A contrary approach is to attempt to unify the physical and
spiritual through the healing properties of
organic 'microvita' (microscopic
pockets of energy and ideas).
2)
Man
- The human species of the last 100,000 years may be transformed,
through nano-technology and
artificial
intelligence, into a hybrid machine-man, or even into a different
species altogether,
beginning the post-human phase of history.
(See the film Bladerunner
).
3)
Reality -
Instead of being a given, reality is created. We make it to suit
ourselves. But
where does the real end, and the virtual begin?
In this vein, Matrix is
more than entertainment, but a trenchant criticism of the world in
waiting.
4)
Truth -
After the onslaught of post-modernists and others,
the concept of 'truth' lies in tatters, de-constructed
beyond repair. Are
there any ways of knowing?
5)
Sovereignty -
Not only has national sovereignty suffered mighty blows through
globalism, creating new power structures, but the sovereignty of the
self has been undermined, with many of us having multiple
identities, jobs, cultures, responsibilities .

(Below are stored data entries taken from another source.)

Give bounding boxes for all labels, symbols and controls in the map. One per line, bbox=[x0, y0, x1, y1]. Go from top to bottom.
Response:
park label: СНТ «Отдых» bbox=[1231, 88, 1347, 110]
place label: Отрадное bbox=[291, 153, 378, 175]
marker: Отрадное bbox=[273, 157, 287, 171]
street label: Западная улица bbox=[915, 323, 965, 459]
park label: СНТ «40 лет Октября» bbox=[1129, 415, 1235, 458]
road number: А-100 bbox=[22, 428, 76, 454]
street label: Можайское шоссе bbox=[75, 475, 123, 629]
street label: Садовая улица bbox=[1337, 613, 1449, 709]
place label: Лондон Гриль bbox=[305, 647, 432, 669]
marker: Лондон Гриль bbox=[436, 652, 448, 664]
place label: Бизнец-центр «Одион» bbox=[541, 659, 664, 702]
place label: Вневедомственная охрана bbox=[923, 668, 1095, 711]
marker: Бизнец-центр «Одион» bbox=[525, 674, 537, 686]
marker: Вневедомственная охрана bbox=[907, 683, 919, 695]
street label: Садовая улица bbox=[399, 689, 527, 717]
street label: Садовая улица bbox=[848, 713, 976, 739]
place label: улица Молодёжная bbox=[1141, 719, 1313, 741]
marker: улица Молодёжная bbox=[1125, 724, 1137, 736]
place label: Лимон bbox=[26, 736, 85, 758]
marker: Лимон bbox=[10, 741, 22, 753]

The 'Self' is no longer unitary.
LIKELY
GLOBAL STRUCTURES OF THE FUTURE:
The
unrelenting pressures of globalism are driving us together, raising
the question of what kind of governance will be likely in the
future. From a
macro-historical perspective, there are four plausible structures.
First, a world
empire run by one nation or civilisation.
Second, a world
church where power resides in a single faith.
Third, a world
economy where the accumulation of capital and flow of wealth
are far more important and politics is located in nation-states.
Fourth, self-reliant
mini-cultural systems may be possible, but only within the
context of a world government.
The third possibility is most likely, but nation-states are
losing their grip, so in the mid-term the fourth possibility (world
government with mini-cultural systems) may win out.